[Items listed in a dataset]

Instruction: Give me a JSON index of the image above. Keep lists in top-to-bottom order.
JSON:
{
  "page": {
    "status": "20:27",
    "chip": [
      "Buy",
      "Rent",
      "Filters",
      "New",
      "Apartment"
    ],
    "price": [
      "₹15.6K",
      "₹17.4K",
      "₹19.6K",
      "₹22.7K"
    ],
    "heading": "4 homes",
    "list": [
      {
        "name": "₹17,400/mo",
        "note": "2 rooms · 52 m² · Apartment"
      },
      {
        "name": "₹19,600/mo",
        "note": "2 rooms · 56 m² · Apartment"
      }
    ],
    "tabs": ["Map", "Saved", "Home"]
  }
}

- _Problem details_: What is needed is an exact copy of all the records.

- _Response area_:
Instruction: Give me a JSON index of the image above. Keep lists in top-to-bottom order.
JSON:
{
  "page": {
    "status": "20:27",
    "chip": [
      "Buy",
      "Rent",
      "Filters",
      "New",
      "Apartment"
    ],
    "price": [
      "₹15.6K",
      "₹17.4K",
      "₹19.6K",
      "₹22.7K"
    ],
    "heading": "4 homes",
    "list": [
      {
        "name": "₹17,400/mo",
        "note": "2 rooms · 52 m² · Apartment"
      },
      {
        "name": "₹19,600/mo",
        "note": "2 rooms · 56 m² · Apartment"
      }
    ],
    "tabs": ["Map", "Saved", "Home"]
  }
}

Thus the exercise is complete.